[Opening Source information section]

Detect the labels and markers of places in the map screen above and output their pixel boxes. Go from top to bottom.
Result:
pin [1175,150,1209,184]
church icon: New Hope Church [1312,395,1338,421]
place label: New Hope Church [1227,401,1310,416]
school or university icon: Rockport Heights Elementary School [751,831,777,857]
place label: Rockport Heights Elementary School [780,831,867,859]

[Closing Source information section]

Activity
The whole listing above needs to be reproduced exactly.

Answer area
Detect the labels and markers of places in the map screen above and output their pixel boxes. Go from top to bottom.
Result:
pin [1175,150,1209,184]
church icon: New Hope Church [1312,395,1338,421]
place label: New Hope Church [1227,401,1310,416]
school or university icon: Rockport Heights Elementary School [751,831,777,857]
place label: Rockport Heights Elementary School [780,831,867,859]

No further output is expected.